SIECLE DES LUMIERES : LOUIS XV ET LOUIS XVI (1715-1789)

« Et ce prince admirable
Passe ses nuits à table
En se noyant de vin
Auprès de sa putain. »1073

Pamphlet (anonyme). Chansonnier historique du XVIIIe siècle (1879), Émile Raunié

L’impopularité du Régent s’exprime par des vers publiés ou chantés, rarement signés – prudence oblige. Aucun des princes qui vont gouverner la France n’échappera désormais à ce genre d’écrits. Louis XV le Bien-Aimé mourra haï du peuple et Marie-Antoinette, dauphine adulée, devenue reine, sera la cible de pamphlets par milliers – ce sont les « basses Lumières ».

Comme le dit Eugène Scribe dans son Discours de réception à l’Académie française (1834) : « En France et sous nos rois, la chanson fut longtemps la seule opposition possible ; on définissait le gouvernement d’alors comme une monarchie absolue tempérée par des chansons. »
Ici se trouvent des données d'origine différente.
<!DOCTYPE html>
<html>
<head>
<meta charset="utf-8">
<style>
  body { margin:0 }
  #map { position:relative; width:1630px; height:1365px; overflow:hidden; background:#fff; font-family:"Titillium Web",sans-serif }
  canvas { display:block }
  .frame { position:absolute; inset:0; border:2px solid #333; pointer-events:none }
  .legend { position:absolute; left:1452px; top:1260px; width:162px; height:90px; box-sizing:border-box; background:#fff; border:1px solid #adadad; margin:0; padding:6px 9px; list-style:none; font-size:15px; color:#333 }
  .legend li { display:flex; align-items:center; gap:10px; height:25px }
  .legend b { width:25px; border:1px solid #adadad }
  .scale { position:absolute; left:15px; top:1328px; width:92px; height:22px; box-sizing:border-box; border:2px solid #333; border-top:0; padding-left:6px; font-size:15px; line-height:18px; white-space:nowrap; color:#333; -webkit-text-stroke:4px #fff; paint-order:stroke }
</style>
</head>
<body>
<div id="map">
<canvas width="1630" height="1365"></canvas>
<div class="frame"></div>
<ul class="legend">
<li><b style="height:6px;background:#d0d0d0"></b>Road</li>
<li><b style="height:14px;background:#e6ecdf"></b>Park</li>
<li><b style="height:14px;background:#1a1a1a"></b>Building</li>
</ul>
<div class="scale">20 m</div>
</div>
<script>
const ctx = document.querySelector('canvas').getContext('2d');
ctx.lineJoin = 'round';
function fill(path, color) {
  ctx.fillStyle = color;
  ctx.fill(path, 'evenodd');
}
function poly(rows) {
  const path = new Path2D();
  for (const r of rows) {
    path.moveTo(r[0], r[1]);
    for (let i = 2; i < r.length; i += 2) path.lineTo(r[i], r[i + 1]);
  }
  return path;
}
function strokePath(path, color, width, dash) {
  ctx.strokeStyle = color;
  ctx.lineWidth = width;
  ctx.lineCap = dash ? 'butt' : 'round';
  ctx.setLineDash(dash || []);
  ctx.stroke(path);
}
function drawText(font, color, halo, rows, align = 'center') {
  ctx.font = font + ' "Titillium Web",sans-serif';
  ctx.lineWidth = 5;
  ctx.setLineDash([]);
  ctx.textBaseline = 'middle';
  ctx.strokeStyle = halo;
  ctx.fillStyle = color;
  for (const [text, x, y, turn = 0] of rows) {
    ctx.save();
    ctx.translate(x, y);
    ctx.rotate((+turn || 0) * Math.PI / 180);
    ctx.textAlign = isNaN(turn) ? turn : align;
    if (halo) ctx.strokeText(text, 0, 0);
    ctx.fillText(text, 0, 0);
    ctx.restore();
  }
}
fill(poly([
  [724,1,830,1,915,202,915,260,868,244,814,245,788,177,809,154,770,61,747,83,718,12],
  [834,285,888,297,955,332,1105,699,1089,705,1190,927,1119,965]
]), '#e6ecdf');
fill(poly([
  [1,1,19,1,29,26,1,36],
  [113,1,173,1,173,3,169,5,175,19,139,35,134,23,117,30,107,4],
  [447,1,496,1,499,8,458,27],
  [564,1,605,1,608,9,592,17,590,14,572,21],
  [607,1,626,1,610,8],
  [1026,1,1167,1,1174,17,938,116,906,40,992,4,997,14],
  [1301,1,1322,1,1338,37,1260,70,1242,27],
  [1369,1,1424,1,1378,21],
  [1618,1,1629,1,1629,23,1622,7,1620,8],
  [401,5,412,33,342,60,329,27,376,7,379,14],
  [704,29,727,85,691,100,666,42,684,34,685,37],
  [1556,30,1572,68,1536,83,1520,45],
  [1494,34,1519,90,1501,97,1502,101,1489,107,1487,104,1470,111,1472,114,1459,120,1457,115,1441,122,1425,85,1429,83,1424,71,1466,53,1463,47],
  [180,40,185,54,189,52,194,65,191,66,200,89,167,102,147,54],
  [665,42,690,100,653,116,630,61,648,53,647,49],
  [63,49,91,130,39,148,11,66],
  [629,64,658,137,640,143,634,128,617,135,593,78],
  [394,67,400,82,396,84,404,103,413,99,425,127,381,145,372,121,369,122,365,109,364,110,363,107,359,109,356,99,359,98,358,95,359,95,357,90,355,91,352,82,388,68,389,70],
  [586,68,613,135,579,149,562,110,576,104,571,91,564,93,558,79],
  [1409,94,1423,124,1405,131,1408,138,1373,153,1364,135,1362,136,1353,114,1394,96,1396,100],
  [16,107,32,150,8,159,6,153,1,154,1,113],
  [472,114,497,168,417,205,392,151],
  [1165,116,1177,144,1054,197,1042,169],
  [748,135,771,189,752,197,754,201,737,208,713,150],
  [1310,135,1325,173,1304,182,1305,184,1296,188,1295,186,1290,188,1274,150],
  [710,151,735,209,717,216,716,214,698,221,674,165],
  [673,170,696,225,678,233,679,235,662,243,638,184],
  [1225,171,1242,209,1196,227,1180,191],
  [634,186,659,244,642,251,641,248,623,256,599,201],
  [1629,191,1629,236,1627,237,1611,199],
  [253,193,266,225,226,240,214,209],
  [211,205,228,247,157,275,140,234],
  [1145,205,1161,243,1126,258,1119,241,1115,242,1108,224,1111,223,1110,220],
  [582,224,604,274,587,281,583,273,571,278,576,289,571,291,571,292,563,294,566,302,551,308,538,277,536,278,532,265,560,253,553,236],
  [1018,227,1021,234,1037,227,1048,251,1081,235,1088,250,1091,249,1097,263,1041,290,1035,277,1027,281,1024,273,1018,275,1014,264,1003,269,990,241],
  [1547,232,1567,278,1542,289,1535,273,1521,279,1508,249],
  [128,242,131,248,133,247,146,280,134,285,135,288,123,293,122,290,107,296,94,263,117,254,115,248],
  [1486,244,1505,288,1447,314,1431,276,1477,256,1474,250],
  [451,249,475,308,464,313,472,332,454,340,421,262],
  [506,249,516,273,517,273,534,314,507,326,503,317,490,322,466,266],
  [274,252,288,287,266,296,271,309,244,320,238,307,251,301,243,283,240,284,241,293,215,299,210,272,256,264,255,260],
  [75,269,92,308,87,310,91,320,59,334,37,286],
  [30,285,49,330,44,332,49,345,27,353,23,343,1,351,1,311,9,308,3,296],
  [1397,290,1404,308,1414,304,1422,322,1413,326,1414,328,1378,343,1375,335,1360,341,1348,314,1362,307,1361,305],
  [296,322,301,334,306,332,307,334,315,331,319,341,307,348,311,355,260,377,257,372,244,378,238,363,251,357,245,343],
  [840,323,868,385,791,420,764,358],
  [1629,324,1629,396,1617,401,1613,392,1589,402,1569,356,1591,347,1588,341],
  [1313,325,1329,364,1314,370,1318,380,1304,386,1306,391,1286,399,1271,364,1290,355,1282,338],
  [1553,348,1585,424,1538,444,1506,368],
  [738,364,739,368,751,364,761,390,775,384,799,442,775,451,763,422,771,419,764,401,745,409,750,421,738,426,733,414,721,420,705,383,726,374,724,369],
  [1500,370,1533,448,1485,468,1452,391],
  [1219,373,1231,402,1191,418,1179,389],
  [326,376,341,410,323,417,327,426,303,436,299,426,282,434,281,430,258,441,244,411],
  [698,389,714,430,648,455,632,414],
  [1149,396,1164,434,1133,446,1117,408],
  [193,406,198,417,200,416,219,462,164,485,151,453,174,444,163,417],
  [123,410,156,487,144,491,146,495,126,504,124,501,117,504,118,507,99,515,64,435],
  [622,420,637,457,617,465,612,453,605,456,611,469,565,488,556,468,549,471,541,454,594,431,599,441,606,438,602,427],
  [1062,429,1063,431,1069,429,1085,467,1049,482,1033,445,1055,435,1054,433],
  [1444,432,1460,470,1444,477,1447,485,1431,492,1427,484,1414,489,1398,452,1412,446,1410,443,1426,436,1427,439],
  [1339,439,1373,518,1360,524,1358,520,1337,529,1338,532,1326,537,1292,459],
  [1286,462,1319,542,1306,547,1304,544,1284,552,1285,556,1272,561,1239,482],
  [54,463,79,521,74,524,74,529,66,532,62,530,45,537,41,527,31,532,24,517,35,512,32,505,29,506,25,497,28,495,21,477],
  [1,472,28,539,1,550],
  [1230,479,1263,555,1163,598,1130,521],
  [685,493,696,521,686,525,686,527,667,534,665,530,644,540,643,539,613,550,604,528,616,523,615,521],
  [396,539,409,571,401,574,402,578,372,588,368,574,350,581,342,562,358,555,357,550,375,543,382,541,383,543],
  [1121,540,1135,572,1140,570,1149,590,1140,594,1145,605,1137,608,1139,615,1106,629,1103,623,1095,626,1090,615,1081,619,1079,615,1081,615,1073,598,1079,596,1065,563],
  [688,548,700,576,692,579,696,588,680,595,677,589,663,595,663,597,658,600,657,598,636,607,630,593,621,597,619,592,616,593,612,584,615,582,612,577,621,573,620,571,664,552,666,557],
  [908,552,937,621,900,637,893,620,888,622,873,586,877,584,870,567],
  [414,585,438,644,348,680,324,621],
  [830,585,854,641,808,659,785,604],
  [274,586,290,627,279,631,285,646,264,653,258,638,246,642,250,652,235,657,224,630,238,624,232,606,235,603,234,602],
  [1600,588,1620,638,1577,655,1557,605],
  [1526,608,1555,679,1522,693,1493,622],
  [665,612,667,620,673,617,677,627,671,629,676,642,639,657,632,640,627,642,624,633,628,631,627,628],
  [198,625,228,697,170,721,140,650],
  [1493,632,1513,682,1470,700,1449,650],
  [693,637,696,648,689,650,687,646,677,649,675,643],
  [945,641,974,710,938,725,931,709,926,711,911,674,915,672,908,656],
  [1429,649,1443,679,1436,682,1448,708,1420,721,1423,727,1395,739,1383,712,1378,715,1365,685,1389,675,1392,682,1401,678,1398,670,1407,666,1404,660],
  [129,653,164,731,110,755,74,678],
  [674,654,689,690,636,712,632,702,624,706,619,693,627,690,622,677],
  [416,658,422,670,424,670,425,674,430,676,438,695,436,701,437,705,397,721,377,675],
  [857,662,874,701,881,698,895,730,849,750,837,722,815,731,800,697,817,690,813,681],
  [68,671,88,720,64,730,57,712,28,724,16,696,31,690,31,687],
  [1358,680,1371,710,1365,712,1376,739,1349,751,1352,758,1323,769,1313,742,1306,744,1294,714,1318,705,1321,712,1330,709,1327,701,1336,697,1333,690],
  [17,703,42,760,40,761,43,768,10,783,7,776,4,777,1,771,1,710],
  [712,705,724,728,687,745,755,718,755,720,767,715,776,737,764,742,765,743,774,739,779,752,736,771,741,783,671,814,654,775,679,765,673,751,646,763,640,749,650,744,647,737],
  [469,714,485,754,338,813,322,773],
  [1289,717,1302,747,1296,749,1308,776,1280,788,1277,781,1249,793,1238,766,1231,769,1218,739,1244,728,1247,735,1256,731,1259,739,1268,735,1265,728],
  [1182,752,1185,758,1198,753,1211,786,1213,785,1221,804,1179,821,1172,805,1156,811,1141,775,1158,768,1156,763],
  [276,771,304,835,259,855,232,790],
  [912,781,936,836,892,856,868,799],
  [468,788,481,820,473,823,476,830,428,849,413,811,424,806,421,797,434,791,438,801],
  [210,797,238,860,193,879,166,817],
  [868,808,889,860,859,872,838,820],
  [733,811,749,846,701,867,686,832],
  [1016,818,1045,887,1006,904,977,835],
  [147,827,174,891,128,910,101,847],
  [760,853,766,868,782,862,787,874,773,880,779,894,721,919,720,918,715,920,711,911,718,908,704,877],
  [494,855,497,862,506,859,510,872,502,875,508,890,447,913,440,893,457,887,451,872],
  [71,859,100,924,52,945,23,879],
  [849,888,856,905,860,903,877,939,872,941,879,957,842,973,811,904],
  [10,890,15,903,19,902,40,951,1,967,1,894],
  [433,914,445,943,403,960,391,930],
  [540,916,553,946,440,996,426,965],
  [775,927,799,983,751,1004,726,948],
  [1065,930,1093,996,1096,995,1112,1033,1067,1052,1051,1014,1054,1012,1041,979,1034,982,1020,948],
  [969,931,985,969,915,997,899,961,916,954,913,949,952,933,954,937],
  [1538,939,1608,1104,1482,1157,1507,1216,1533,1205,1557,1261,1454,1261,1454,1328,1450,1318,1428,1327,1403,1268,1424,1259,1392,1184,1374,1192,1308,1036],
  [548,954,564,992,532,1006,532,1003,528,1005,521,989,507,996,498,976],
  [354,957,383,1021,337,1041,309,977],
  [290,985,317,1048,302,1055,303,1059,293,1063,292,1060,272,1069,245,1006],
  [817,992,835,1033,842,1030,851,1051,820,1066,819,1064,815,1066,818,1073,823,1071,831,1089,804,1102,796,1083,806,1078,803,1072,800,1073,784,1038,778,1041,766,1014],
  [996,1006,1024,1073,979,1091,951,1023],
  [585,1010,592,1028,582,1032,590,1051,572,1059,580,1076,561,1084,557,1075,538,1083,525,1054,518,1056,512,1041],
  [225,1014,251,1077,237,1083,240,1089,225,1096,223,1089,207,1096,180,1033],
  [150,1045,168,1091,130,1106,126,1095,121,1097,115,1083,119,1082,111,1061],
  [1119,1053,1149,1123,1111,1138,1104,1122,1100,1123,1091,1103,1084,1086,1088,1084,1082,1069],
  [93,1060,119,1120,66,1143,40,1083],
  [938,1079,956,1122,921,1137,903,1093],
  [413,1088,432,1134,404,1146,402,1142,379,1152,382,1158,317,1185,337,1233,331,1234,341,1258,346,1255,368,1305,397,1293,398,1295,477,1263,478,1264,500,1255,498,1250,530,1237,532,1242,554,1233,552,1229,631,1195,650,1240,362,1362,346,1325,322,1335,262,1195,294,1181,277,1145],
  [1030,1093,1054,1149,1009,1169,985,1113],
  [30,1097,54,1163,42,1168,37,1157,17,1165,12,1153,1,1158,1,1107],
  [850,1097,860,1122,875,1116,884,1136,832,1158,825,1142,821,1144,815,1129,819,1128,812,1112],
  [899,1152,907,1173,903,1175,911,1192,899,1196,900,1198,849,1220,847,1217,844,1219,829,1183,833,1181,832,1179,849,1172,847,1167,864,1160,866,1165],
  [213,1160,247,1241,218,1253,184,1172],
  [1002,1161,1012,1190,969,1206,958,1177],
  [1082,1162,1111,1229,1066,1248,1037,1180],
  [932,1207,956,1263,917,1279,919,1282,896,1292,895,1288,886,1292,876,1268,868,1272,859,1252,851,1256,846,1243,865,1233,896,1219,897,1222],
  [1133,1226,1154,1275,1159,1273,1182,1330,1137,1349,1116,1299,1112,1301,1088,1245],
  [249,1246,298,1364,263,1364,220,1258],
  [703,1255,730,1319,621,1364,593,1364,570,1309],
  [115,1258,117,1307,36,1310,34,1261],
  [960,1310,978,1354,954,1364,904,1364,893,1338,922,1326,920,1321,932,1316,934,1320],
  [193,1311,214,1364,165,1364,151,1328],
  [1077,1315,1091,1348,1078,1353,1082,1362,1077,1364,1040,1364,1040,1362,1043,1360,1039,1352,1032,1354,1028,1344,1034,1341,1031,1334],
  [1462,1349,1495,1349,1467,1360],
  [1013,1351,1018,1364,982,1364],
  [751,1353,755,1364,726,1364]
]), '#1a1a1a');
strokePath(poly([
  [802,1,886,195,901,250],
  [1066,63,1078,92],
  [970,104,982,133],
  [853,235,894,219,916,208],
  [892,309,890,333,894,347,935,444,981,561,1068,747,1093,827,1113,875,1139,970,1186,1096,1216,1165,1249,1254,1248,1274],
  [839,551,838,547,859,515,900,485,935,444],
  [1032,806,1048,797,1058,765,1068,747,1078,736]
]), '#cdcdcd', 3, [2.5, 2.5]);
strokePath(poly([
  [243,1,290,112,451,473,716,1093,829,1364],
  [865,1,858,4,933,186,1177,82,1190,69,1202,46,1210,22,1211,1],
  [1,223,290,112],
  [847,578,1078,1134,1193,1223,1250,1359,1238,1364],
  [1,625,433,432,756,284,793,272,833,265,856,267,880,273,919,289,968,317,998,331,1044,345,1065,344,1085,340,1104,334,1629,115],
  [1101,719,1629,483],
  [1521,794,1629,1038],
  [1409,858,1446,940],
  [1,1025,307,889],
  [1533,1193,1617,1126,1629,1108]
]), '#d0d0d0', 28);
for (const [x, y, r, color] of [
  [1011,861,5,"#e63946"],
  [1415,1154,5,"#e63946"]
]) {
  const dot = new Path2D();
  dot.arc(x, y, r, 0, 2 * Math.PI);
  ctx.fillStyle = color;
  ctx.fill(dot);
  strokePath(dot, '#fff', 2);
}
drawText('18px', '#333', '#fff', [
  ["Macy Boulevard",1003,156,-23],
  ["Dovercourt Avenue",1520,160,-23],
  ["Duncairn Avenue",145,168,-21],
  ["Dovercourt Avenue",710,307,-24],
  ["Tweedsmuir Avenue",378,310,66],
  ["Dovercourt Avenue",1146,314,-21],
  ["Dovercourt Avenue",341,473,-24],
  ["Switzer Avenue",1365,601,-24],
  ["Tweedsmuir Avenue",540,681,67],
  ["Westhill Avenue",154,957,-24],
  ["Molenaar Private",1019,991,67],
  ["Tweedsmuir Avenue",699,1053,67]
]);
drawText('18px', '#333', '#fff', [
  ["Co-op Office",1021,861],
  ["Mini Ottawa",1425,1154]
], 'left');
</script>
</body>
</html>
« Parbleu ! voilà un foutu royaume bien gouverné, par un ivrogne, par une putain, par un fripon, et par un maquereau ! »1074

Philippe d’ORLÉANS (1674-1723) répondant à un ministre venu lui demander de signer un décret. L’Amour au temps des libertins (2011), Patrick Wald Lasowski

Le Régent (l’ivrogne) soupe et boit avec une de ses maîtresses préférées, Mme de Parabère (la putain), en compagnie de John Law (le fripon), banquier écossais qui fait la politique financière de la France, et de l’abbé Dubois (le maquereau), vénal et libertin, mais supérieurement intelligent, responsable de la politique extérieure sous la Régence – le « maquereau » deviendra bientôt « rouget », autrement dit cardinal.

Philippe est dans un tel état d’ébriété qu’il ne peut même pas signer le décret, il tend la plume à ses trois compères, et finalement s’exécute, étant malgré tout le Régent de ce « foutu royaume ». Que la fête commence ! (1975) : le film de Bertrand Tavernier est une chronique historique fidèle à cette époque.

« Mon nom, je le commence, et vous finissez le vôtre. »1096

VOLTAIRE (1694-1778), au chevalier de Rohan-Chabot, janvier 1726. Histoire de la langue et de la littérature française, des origines à 1900 (1898), Louis Petit de Julleville

Réplique au chevalier affichant son mépris pour un bourgeois « qui n’a même pas un nom ». La scène se passe en public, dans la loge d’Adrienne Lecouvreur à la Comédie-Française.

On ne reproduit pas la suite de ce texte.